• [EXCERPTED DATA]

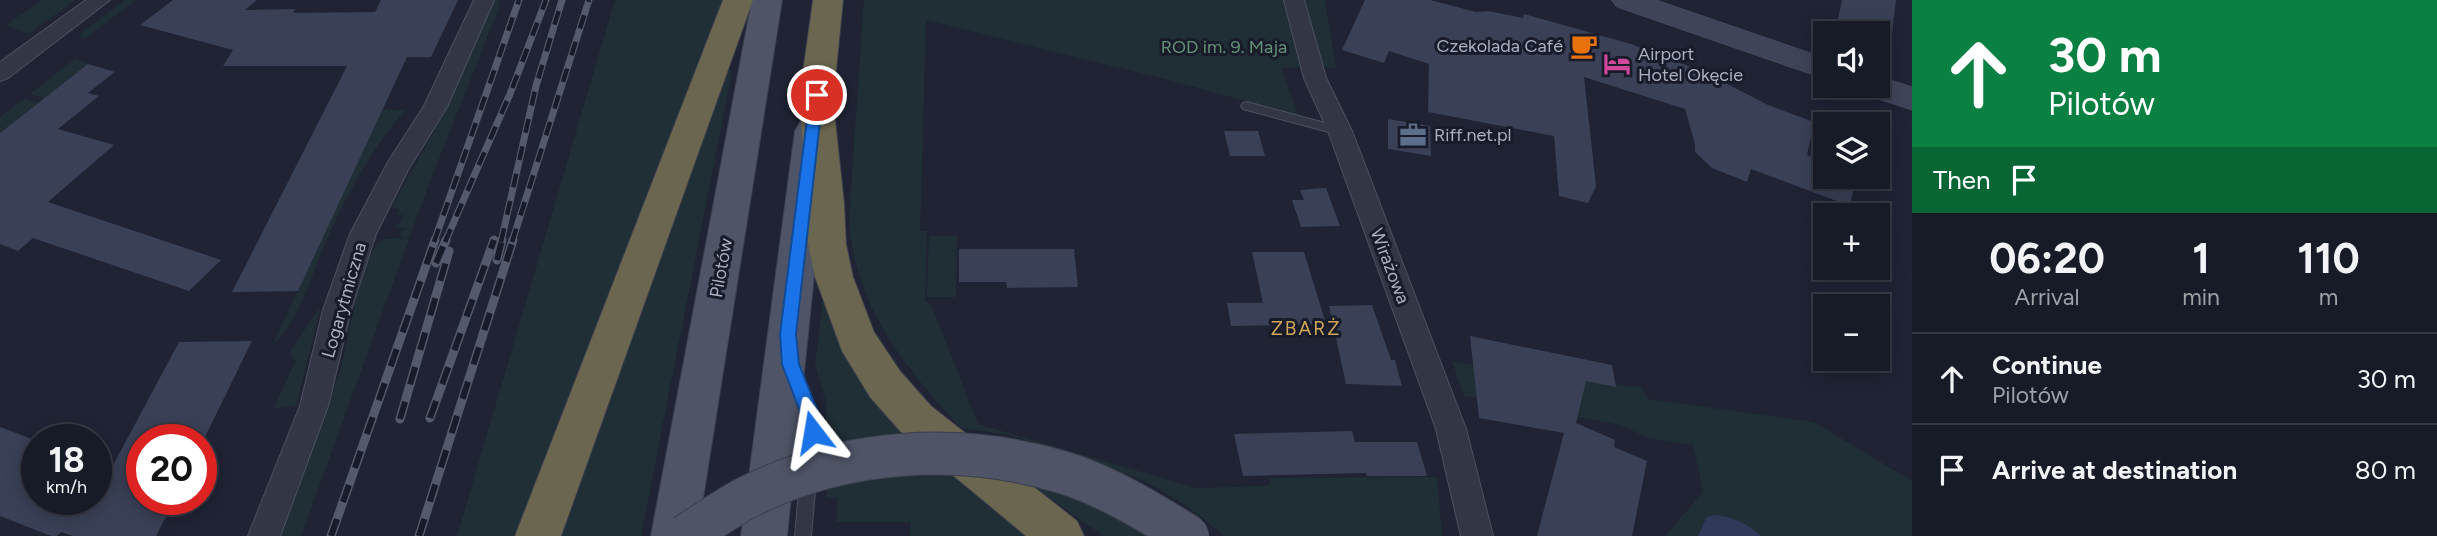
<!DOCTYPE html>
<html lang="en">
<head>
<meta charset="utf-8">
<style>
  :root { --surface:#171a27; --page:#20232f; --text:#f1f3f6; --muted:#9ea1a7; --line:#363844 }
  body { margin:0; font-family:Figtree,sans-serif; background:var(--page); color:var(--text); height:100vh; display:flex; flex-direction:column; font-size:26px; white-space:nowrap }
  * { box-sizing:border-box; margin:0 }
  p { font-size:23px; color:var(--muted) }
  .icon { flex:none; width:38px; height:38px; fill:none; stroke:currentColor; stroke-width:2; stroke-linecap:round; stroke-linejoin:round }
  .map { position:relative; flex:1; overflow:hidden }
  .details { display:flex; flex-direction:column; background:var(--surface); width:525px }
  .details>* { flex:none }
  .hud { background:#0b8043; color:#fff; overflow:hidden }
  .controls { position:absolute; left:1813px; top:21px; display:grid; gap:14px }
  .controls a { display:grid; place-items:center; width:77px; height:77px; border-radius:0px; background:var(--surface); box-shadow:0 4px 18px #0003,0 0 0 2px var(--line); font-size:35px }
  .speed { position:absolute; left:21px; top:424px; display:flex; gap:14px; font-size:35px; font-weight:700; text-align:center }
  .speed>* { display:grid; place-content:center; width:91px; height:91px; border-radius:50%; background:var(--surface); box-shadow:0 4px 18px #0003,0 0 0 2px var(--line); line-height:1 }
  .speed small { font-size:18px; font-weight:400 }
  .speed .limit { border:10px solid #d22; background:#fff; color:#111 }
  .pin { position:absolute; display:grid; place-items:center; width:60px; height:60px; color:#fff; margin:-30px; border:4px solid #fff; border-radius:50%; box-shadow:0 2px 7px #0007 }
  .me { position:absolute; width:77px; margin:-38px; rotate:346deg; stroke-linejoin:round; filter:drop-shadow(0 0 5px #0008) }
  .turn { display:flex; align-items:center; gap:24px; height:147px; padding:0 21px; font-size:32px }
  .turn .icon { width:91px; height:91px; stroke-width:2.5 }
  .turn b { display:block; font-size:49px; line-height:60px }
  .then { display:flex; align-items:center; height:66px; padding:0 21px; background:#0003; gap:14px; font-size:26px }
  .eta { display:flex; justify-content:space-evenly; align-items:center; height:119px; text-align:center }
  .eta b { font-size:42px; font-weight:700; line-height:49px }
  ul { padding:0; list-style:none }
  li { display:flex; align-items:center; gap:21px; height:91px; padding:0 21px; border-top:2px solid var(--line) }
  li div { flex:1 }
  li b { display:block; font-size:26px }
  li em { font-style:normal }
  main { display:flex; flex:1; min-height:0 }
  .map>svg:first-child { display:block }
  .green { fill:#202f36 }
  .water { fill:#30395a }
  .building { fill:#3a4056 }
  .lines { fill:none; stroke-linecap:round; stroke-linejoin:round }
  .lane-casing { stroke:#4c5061; stroke-width:2 }
  .street-casing { stroke:#4c5061; stroke-width:2 }
  .secondary-casing { stroke:#4c5061; stroke-width:1 }
  .primary-casing { stroke:#3b3f4f; stroke-width:2 }
  .highway-casing { stroke:#3a3d4d; stroke-width:2 }
  .lane { fill:#323645; fill-rule:evenodd }
  .street { fill:#323645; fill-rule:evenodd }
  .secondary { fill:#404458; fill-rule:evenodd }
  .primary { fill:#4f5466; fill-rule:evenodd }
  .highway { fill:#6b664f; fill-rule:evenodd }
  .rail-far1-casing { stroke:#54596c; stroke-width:7 }
  .rail-casing { stroke:#54596c; stroke-width:9 }
  .rail-far1 { stroke:#181b29; stroke-width:4.5; stroke-dasharray:14; stroke-linecap:butt }
  .rail { stroke:#181b29; stroke-width:6; stroke-dasharray:18; stroke-linecap:butt }
  .primary-bridge-casing { stroke:#3b3f4f; stroke-width:44; stroke-linecap:butt }
  .primary-bridge { stroke:#4f5466; stroke-width:42 }
  .route { fill:#1a73e8; stroke:#114b97; stroke-width:2 }
  .labels { text-anchor:middle; dominant-baseline:central; stroke-width:6; stroke-linejoin:round; paint-order:stroke }
  .poi-label { font-size:18px; fill:#abb0c3; stroke:#181b29; text-anchor:start }
  .park-label { font-size:18px; fill:#649278; stroke:#181b29 }
  .street-label { font-size:18px; fill:#abb0c3; stroke:#181b29 }
  .neighbourhood-label { font-size:19px; letter-spacing:2px; fill:#d1a658; stroke:#181b29 }
</style>
</head>
<body>
<main>
<div class="map">
<svg width="1912" height="536" viewBox="0 0 1912 536">
  <rect width="100%" height="100%" fill="#1f2334"/>
  <path class="green" d="M42,0H75L29,34L6,25Z
    M125,0H136L86,38L79,37L81,33Z
    M495,0H500L498,5H500L429,184L301,536H281L342,365L355,302L370,256L377,243L383,239L409,238L400,236L402,230L411,229L396,228L393,226L400,224L404,215H397L399,209L391,208L450,103Z
    M615,0H724L727,70L732,71L641,536H457Z
    M864,0H1284L1301,67L1281,68L1299,116L1169,80L926,20L920,231H927L925,301L931,305L978,424L1196,488L1268,486L1271,478L1437,477L1442,536H1225L1185,505L1148,483L1081,456L1008,435L962,428L956,423C902,364 853,301 849,219Z
    M1304,0H1325L1336,68L1322,67Z
    M75,59L88,64L45,98L30,94Z
    M24,99L38,103L0,133V117Z
    M382,110H406C372,146 348,194 327,239C314,267 298,326 273,344Z
    M929,236H957L956,297H927Z
    M823,301L826,302L1032,536H881H910L911,522H837L838,498L826,497L832,427L826,426L827,405L815,365Z
    M320,310L296,406L274,408L295,362L290,352L317,311Z
    M1452,361L1520,375L1518,366L1631,387L1640,386L1648,399L1814,422L1912,481V536H1665L1703,492L1693,445L1649,438L1620,425L1464,396Z
    M1024,480L1098,498L1165,536H1104Z"/>
  <path class="water" d="M1715,515C1733,517 1747,523 1761,536H1698L1707,517Z"/>
  <path class="building" d="M173,0H257L245,10L296,9L293,13L375,12L381,0H458L431,57H407L298,291L232,292L347,66H223L233,50L140,25Z
    M1365,0H1430L1476,12L1488,11L1523,18L1524,14L1631,44L1706,73L1768,105L1814,122L1807,155L1825,162V177H1856L1850,206L1751,169L1747,182L1712,168L1695,152V144L1685,109L1584,77L1596,186L1588,203L1559,196L1554,136L1428,112L1429,64L1389,51L1384,63L1342,50Z
    M1842,0H1896L1892,33H1835Z
    M88,64L115,72L88,93L99,96L58,129L114,145L48,202L221,260L189,291L33,238L18,251L0,244V133Z
    M1388,119L1430,126L1431,156L1388,149Z
    M1224,131H1258L1265,156H1230Z
    M1326,188L1340,226L1301,227L1292,200H1304L1300,190Z
    M959,249H1074L1078,287L1007,288L1006,282H959Z
    M1252,252H1304L1326,324L1231,326L1227,303H1263Z
    M1372,305L1391,360H1395L1402,386L1346,384L1329,306Z
    M1470,336L1612,365L1616,387L1586,381L1576,423L1615,440L1614,447L1647,461L1632,536H1537L1564,433L1479,418Z
    M252,341L204,439H142V499H175L156,536H73L61,532L57,536H51L0,516V427L37,441V499H96V463L111,469L179,342Z
    M1352,431L1355,442H1417L1427,476H1367L1366,473L1243,476L1234,434Z"/>
  <g class="lines">
    <defs>
      <path id="lane" d="M1247,102L1344,128L1346,131L1340,135L1243,109L1241,106L1243,103Z
        M795,371L800,372L821,422L811,536H795L805,422L787,377L790,372Z"/>
      <path id="street" d="M86,0H110L8,78L0,81V62Z
        M474,0H494L447,107L408,170L376,234L351,310L328,406L280,536H248L300,406L323,310L350,234L388,162L424,106Z
        M1284,0H1304L1326,78L1352,131L1466,429L1493,536H1461L1436,429L1328,131L1304,78Z"/>
      <path id="secondary" d="M1612,0H1656L1825,58V79L1617,7Z
        M1878,76L1912,87V110L1863,94L1858,86H1878Z"/>
      <path id="primary" d="M752,0H782L697,536H651Z
        M812,119L824,122L829,131L787,536H741L795,131L800,122Z"/>
      <path id="highway" d="M723,0H753L561,536H515Z
        M813,0H843L833,101L844,203L846,244L853,277L874,332L900,371L931,406L1077,521L1084,536H1026L901,432L870,397L842,351L815,277L808,244V203L799,101Z"/>
    </defs>
    <use href="#lane" class="lane-casing"/>
    <use href="#street" class="street-casing"/>
    <use href="#secondary" class="secondary-casing"/>
    <use href="#primary" class="primary-casing"/>
    <use href="#highway" class="highway-casing"/>
    <use href="#lane" class="lane"/>
    <use href="#street" class="street"/>
    <use href="#secondary" class="secondary"/>
    <use href="#primary" class="primary"/>
    <use href="#highway" class="highway"/>
    <defs>
      <path id="rail-far1" d="M434,242L519,0
        M445,242L510,94L546,0
        M501,242L536,86L562,0
        M512,242L589,0"/>
      <path id="rail" d="M497,260L502,240
        M436,263L446,240
        M430,418L494,240
        M400,419L449,251
        M331,536L435,240
        M419,536L513,240"/>
    </defs>
    <use href="#rail-far1" class="rail-far1-casing"/>
    <use href="#rail" class="rail-casing"/>
    <use href="#rail-far1" class="rail-far1"/>
    <use href="#rail" class="rail"/>
    <defs>
      <path id="primary-bridge" d="M685,536C704,524 724,510 744,499C842,448 960,441 1065,473C1109,487 1149,512 1188,536"/>
    </defs>
    <use href="#primary-bridge" class="primary-bridge-casing"/>
    <use href="#primary-bridge" class="primary-bridge"/>
  </g>
  <path class="route" d="M817,90L823,95L796,334L799,364L822,422L819,437L813,440L806,437L804,422L782,364L780,334L810,95Z"/>
  <defs>
    <symbol id="cafe-bare" viewBox="-9 -9 18 18"><path d="M-5.5-4.5H6V0H3Q3 3.5 0 3.5H-2.5Q-5.5 3.5-5.5 0ZM3-3.2v2h1.7v-2ZM-6 4.5H4V6H-6Z" fill="#e8710a" stroke="#181b29" stroke-width="2.5" paint-order="stroke"/></symbol>
    <symbol id="hotel-bare" viewBox="-9 -9 18 18"><path d="M-6-4.5h1.5V1H6V5H4.5V3h-9V5H-6ZM-4 0a1.8 1.8 0 1 1 3.6 0ZM.5 0V-2.5h3Q6-2.5 6 0Z" fill="#d1479c" stroke="#181b29" stroke-width="2.5" paint-order="stroke"/></symbol>
    <symbol id="office-bare" viewBox="-9 -9 18 18"><path d="M-6-3h4V-5.5h4V-3h4V5H-6ZM-1-4.5V-3h2v-1.5ZM-6 0V1H6V0Z" fill="#5c6f8a" stroke="#181b29" stroke-width="2.5" paint-order="stroke"/></symbol>
  </defs>
  <g fill-rule="evenodd">
    <use href="#cafe-bare" x="1565" y="27" width="38" height="38"/>
    <use href="#hotel-bare" x="1598" y="45" width="38" height="38"/>
    <use href="#office-bare" x="1394" y="116" width="38" height="38"/>
  </g>
  <g class="labels">
    <g class="poi-label">
      <text x="1563" y="46" text-anchor="end">Czekolada Café</text>
      <text x="1638" y="54">Airport<tspan x="1638" dy="21">Hotel Okęcie</tspan></text>
      <text x="1434" y="135">Riff.net.pl</text>
    </g>
    <g class="park-label">
      <text x="1224" y="47">ROD im. 9. Maja</text>
    </g>
    <g class="street-label">
      <text transform="translate(1390 266) rotate(69)">Wirażowa</text>
      <text transform="translate(721 268) rotate(-80)">Pilotów</text>
      <text transform="translate(344 300) rotate(-74)">Logarytmiczna</text>
    </g>
    <g class="neighbourhood-label">
      <text x="1306" y="328">ZBARŻ</text>
    </g>
  </g>
</svg>
<div class="controls">
<a><svg class="icon" aria-label="sound" viewBox="0 0 24 24"><path d="M4 9h4l5-4v14l-5-4H4zM17 9q2 3 0 6"/></svg></a>
<a><svg class="icon" aria-label="layers" viewBox="0 0 24 24"><path d="M12 4l9 5-9 5-9-5zM3 14l9 5 9-5"/></svg></a>
<a>+</a>
<a>−</a>
</div>
<div class="speed"><div>18<small>km/h</small></div><div class="limit">20</div></div>
<div class="pin" style="left:817px;top:95px;background:#d93025"><svg class="icon" aria-label="arrive" viewBox="0 0 24 24"><path d="M6 21V4h12l-3 4 3 4H6"/></svg></div>
<svg class="me" style="left:813px;top:432px" viewBox="-20 -20 40 40"><path d="M0-17L14 15 0 8-14 15z" fill="#1a73e8" stroke="#fff" stroke-width="4"/></svg>
</div>
<section class="details">
<div class="hud">
<div class="turn"><svg class="icon" aria-label="ahead" viewBox="0 0 24 24"><path d="M12 20V5M6 11l6-6 6 6"/></svg><div><b>30 m</b>Pilotów</div></div>
<div class="then">Then<svg class="icon" aria-label="arrive" viewBox="0 0 24 24"><path d="M6 21V4h12l-3 4 3 4H6"/></svg></div>
</div>
<div class="eta">
<div><b>06:20</b><p>Arrival</p></div>
<div><b>1</b><p>min</p></div>
<div><b>110</b><p>m</p></div>
</div>
<ul>
<li><svg class="icon" aria-label="ahead" viewBox="0 0 24 24"><path d="M12 20V5M6 11l6-6 6 6"/></svg><div><b>Continue</b><p>Pilotów</p></div><em>30 m</em></li>
<li><svg class="icon" aria-label="arrive" viewBox="0 0 24 24"><path d="M6 21V4h12l-3 4 3 4H6"/></svg><div><b>Arrive at destination</b></div><em>80 m</em></li>
</ul>
</section>
</main>
</body>
</html>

• [WHAT THE TASK ASKS] Beginning with the first line of the records and ending with the line that contains "display:grid; place-items:center; width:77px;", reproduce every line exactly, omitting pictures and adding nothing.

• [OUTPUT FOR THIS EXERCISE]
<!DOCTYPE html>
<html lang="en">
<head>
<meta charset="utf-8">
<style>
  :root { --surface:#171a27; --page:#20232f; --text:#f1f3f6; --muted:#9ea1a7; --line:#363844 }
  body { margin:0; font-family:Figtree,sans-serif; background:var(--page); color:var(--text); height:100vh; display:flex; flex-direction:column; font-size:26px; white-space:nowrap }
  * { box-sizing:border-box; margin:0 }
  p { font-size:23px; color:var(--muted) }
  .icon { flex:none; width:38px; height:38px; fill:none; stroke:currentColor; stroke-width:2; stroke-linecap:round; stroke-linejoin:round }
  .map { position:relative; flex:1; overflow:hidden }
  .details { display:flex; flex-direction:column; background:var(--surface); width:525px }
  .details>* { flex:none }
  .hud { background:#0b8043; color:#fff; overflow:hidden }
  .controls { position:absolute; left:1813px; top:21px; display:grid; gap:14px }
  .controls a { display:grid; place-items:center; width:77px; height:77px; border-radius:0px; background:var(--surface); box-shadow:0 4px 18px #0003,0 0 0 2px var(--line); font-size:35px }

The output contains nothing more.